The bottom line is, if you want to know what to expect from a candidate, assess his agenda. Perot is, as a candidate offered by the American people, beholden to no one but us. His commitment to establishing an independent energy policy and to addressing the deficit immediately bodes well for a public wary of the supervision of U.S. Middle East policy by oil interests and the support of the U.S. economy by Arab investment.

Finally, and perhaps most importantly, our economy is collapsing. We are a resourceful people, and Hashem will always keep us prospering. But when – and I say when – the economy collapses, the have-nots will come looking for the Jew who has. We must pay off our national debt with sincere measures before we go broke and hit our next depression. This is a vital Jewish interest.

We Jews always wish to be popular. Our strength and endurance, however, is a result of our commitment to principle, regardless of its lack of acceptance or the scorn it elicits. This commitment has put us at the forefront of meaningful progress throughout history.

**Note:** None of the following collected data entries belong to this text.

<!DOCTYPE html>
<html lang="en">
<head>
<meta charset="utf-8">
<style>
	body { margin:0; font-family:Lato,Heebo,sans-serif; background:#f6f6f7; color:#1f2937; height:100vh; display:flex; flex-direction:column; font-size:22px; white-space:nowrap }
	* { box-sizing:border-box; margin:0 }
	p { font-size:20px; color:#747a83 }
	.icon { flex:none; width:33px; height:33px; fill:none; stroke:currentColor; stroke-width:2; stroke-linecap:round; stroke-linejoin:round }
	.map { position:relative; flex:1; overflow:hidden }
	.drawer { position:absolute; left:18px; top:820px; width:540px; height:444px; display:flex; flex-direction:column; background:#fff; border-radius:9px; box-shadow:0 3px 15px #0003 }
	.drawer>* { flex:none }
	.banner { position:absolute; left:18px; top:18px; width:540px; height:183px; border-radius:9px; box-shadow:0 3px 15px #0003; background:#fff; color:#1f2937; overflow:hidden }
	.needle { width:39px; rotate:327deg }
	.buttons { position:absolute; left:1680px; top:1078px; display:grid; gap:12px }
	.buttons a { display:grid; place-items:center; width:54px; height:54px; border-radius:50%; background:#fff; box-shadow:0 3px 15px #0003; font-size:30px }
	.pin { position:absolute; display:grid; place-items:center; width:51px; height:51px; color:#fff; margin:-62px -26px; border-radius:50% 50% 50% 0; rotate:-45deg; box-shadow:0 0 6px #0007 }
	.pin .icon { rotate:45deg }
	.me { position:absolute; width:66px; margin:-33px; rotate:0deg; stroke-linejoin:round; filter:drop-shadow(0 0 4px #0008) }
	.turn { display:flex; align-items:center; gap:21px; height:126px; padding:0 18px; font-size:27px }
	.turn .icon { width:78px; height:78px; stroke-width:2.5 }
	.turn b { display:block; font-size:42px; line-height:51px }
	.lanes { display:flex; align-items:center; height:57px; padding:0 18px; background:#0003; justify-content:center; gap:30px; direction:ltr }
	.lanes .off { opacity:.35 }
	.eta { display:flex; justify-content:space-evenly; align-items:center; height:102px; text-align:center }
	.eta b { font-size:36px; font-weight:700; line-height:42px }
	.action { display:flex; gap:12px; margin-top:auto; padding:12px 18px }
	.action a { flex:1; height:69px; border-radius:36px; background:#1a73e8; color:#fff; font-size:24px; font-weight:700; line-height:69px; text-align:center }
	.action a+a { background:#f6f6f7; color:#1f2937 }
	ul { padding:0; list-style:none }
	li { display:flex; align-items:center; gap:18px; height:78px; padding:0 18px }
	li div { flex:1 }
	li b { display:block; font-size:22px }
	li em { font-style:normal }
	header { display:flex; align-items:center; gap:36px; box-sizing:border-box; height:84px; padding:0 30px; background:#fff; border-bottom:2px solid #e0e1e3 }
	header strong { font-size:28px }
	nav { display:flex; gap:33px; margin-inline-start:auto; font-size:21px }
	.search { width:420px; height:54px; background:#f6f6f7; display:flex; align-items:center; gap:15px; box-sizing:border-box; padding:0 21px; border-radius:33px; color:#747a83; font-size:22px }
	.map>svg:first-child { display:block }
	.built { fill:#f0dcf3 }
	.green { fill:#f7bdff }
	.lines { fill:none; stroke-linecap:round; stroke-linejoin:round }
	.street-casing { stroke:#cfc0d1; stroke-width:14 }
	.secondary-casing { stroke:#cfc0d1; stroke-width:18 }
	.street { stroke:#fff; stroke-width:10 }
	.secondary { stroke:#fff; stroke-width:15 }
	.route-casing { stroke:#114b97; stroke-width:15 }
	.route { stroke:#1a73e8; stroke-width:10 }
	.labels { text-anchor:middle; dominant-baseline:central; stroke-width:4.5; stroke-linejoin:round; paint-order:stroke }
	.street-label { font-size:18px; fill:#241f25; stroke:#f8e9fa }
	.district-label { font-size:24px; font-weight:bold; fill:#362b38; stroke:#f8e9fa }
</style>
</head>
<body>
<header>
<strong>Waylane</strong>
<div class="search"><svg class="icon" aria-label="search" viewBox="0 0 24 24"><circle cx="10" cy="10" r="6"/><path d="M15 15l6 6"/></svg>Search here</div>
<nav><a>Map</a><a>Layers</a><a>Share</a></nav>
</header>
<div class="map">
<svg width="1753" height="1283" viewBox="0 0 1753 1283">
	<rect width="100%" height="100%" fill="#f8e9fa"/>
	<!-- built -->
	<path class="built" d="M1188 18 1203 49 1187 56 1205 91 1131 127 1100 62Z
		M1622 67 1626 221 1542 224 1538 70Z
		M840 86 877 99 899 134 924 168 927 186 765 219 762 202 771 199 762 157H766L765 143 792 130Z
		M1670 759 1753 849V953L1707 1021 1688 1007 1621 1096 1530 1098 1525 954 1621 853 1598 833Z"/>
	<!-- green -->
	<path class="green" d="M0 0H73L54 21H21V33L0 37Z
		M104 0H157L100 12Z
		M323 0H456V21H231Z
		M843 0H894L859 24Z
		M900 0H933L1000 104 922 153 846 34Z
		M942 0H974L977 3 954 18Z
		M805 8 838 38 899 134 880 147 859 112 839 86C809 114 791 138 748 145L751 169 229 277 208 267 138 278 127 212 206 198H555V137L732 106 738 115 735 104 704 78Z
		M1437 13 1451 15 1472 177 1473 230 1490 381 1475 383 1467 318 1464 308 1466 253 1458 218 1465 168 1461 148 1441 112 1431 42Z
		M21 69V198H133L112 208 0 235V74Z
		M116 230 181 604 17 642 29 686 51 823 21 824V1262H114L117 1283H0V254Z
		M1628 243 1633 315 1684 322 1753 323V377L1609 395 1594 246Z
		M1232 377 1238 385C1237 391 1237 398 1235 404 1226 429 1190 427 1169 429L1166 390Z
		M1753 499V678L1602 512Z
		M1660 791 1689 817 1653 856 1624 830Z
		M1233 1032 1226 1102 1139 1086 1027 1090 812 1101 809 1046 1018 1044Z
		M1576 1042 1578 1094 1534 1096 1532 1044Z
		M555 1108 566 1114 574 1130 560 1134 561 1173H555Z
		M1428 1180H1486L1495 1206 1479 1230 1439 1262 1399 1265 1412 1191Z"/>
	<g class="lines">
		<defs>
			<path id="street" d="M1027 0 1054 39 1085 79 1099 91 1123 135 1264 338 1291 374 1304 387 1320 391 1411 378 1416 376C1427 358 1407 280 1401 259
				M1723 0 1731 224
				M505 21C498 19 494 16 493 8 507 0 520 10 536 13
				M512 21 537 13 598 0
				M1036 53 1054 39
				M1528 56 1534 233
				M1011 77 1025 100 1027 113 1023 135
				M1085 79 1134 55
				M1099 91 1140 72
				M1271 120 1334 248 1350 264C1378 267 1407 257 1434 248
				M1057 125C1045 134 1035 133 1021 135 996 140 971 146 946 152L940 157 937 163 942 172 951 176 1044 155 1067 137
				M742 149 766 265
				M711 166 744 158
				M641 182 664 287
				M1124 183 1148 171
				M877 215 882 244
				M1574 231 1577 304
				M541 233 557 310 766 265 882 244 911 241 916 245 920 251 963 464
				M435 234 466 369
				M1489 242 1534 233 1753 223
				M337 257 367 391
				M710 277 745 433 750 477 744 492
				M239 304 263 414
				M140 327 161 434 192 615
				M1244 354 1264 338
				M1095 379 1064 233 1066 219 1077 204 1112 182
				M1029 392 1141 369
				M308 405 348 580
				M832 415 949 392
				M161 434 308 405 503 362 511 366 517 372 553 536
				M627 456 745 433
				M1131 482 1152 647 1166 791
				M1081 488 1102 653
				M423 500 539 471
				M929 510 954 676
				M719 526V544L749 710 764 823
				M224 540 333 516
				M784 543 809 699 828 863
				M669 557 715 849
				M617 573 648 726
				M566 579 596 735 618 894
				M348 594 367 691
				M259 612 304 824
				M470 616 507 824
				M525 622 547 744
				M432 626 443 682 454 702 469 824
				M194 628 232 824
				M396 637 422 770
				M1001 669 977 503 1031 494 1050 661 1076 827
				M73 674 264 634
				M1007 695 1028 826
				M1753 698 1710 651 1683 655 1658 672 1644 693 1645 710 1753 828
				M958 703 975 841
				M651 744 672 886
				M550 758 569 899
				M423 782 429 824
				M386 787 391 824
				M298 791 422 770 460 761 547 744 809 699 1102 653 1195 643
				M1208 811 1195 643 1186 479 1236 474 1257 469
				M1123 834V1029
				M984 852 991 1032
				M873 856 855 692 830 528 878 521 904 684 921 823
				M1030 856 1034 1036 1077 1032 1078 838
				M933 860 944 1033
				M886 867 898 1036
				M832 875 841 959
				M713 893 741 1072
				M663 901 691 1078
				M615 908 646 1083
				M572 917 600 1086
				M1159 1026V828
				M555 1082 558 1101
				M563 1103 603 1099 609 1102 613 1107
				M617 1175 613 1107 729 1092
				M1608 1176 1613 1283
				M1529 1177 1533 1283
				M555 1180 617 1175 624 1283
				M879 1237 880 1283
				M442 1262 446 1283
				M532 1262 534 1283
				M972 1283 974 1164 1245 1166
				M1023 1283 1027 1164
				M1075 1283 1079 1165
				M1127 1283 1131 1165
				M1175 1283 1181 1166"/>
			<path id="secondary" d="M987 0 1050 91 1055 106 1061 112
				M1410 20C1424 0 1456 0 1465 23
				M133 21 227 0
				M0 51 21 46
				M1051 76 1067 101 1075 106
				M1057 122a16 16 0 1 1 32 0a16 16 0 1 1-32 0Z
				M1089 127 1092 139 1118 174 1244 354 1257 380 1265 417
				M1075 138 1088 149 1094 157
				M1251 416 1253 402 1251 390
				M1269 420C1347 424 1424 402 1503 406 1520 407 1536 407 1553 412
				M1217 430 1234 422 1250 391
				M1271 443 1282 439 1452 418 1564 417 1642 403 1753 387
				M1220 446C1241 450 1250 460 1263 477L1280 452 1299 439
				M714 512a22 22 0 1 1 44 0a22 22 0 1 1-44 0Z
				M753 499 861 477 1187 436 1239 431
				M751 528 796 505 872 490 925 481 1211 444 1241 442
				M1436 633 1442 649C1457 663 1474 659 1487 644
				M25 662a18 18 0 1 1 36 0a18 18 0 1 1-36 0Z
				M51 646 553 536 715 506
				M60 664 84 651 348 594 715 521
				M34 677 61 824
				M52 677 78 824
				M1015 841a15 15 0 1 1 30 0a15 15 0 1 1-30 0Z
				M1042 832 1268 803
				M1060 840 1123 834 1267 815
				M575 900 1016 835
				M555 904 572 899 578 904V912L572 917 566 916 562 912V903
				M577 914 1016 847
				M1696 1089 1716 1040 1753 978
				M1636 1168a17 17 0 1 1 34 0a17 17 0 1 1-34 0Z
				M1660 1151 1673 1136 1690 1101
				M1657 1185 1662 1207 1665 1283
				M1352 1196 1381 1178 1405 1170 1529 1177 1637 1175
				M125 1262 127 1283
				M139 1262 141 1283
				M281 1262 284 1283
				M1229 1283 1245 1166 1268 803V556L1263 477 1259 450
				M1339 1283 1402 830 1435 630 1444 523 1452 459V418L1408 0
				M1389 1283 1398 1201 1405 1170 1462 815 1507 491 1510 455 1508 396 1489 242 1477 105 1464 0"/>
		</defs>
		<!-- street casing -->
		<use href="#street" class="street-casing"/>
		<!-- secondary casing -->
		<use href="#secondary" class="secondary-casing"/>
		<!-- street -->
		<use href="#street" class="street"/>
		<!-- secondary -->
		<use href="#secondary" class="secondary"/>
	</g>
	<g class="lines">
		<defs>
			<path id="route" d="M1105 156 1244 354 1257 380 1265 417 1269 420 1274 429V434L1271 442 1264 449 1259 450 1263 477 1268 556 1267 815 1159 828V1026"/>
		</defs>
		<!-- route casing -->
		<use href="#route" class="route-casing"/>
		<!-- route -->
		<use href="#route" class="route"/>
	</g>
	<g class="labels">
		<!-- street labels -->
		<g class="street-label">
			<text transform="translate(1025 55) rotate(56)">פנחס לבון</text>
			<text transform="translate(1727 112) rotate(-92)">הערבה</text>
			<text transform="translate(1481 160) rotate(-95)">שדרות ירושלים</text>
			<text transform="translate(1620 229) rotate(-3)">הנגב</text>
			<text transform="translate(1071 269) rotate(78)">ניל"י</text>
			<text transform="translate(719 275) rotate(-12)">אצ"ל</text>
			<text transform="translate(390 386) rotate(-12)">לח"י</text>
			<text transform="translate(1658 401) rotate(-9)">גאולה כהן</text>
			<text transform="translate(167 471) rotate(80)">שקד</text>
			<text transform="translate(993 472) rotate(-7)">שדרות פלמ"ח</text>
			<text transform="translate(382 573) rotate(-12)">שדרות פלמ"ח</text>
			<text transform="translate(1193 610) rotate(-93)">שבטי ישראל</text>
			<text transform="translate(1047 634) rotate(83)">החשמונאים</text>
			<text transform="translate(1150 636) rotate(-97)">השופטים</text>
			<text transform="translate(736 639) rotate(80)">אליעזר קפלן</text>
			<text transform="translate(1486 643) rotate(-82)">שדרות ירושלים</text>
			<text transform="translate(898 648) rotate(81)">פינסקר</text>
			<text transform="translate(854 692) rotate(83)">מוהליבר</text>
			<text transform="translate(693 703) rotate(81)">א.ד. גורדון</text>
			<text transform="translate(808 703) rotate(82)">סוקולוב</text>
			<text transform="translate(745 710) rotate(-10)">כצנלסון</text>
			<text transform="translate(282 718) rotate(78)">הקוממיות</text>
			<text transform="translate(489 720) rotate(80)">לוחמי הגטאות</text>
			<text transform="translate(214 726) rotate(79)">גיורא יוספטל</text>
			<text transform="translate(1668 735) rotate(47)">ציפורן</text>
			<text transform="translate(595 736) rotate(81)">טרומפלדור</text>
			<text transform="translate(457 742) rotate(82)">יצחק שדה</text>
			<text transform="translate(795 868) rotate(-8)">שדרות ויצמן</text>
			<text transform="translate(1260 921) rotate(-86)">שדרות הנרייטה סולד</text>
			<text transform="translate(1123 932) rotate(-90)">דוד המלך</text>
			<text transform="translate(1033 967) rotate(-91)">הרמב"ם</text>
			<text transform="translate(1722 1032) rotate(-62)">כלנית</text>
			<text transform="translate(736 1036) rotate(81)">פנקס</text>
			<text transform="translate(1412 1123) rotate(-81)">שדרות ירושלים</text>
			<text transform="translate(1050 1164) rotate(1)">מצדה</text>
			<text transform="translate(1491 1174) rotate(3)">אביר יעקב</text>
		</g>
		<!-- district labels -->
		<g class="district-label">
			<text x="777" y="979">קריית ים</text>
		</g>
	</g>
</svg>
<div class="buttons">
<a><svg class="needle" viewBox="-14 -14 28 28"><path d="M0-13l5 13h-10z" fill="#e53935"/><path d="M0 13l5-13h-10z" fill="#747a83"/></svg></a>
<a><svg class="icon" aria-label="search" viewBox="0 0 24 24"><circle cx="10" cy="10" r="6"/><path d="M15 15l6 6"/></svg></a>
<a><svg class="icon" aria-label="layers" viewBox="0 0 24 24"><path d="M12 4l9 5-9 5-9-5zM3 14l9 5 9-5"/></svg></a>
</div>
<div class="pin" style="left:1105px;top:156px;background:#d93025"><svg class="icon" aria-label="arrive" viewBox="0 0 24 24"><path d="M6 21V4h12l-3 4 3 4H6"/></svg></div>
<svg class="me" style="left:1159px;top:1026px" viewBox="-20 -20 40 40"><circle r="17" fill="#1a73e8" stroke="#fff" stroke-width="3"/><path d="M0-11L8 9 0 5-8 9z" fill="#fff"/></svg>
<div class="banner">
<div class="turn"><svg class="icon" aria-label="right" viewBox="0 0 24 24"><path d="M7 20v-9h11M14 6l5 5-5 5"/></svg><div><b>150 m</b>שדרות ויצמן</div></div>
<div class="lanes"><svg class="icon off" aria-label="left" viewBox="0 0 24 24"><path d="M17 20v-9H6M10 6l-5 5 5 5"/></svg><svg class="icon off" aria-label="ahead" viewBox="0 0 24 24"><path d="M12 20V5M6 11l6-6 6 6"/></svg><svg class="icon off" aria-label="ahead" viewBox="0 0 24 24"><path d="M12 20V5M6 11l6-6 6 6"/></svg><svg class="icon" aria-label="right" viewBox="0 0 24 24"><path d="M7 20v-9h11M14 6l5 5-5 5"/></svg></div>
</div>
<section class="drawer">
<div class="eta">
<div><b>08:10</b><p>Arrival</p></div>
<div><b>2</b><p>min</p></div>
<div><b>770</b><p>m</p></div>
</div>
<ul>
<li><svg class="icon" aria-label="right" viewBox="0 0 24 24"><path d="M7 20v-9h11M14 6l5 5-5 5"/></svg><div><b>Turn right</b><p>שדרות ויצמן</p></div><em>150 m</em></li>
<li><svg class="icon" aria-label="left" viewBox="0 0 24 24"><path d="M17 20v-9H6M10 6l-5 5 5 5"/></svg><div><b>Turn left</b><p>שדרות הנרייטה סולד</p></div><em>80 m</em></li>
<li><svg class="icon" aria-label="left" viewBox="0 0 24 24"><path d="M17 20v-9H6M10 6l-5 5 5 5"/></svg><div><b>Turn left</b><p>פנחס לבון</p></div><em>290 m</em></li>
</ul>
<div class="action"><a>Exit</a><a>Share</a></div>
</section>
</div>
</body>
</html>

Perot had the courage to not abandon our POWs, his own employees in Iran and the American hostages in Lebanon. His loyalty to Israel is unquestioned. He understands the challenges to Israel’s economic and military security.

Don’t let anyone tell you what voting options we have. That is against all democratic principle. Money doesn’t vote, and polls don’t vote, and pundits have one vote each, as do lobbyists, but so does each of us who reads this. Don’t let anyone seduce you with advisers with Jewish names. We’ve learned our lesson, from Kissinger to Weinberger to Clinton pollster Stanley Greenberg.

Everyone wants to be identified with Perot. However, they aren’t and can’t possibly be. He is not brought to us by special-interest money, nor is he driven by a lifelong obsessive, relentless ambition to be king.

What is change? Is it voting for the greater of two lessers, which we do every year? We’ve done that before. Or is it voting with courage for the man whose personal commitments as an American are totally in line with those of every Zionist who reads this, a man unafraid to improve a system that has helped Israel and Jewish America, but has hurt it as well.

This is a moment in time. We will have to live with this decision forever, and I am proud to take the responsibility as a Jew, a Zionist and, yes, an American to vote to elect Ross Perot president of the United States.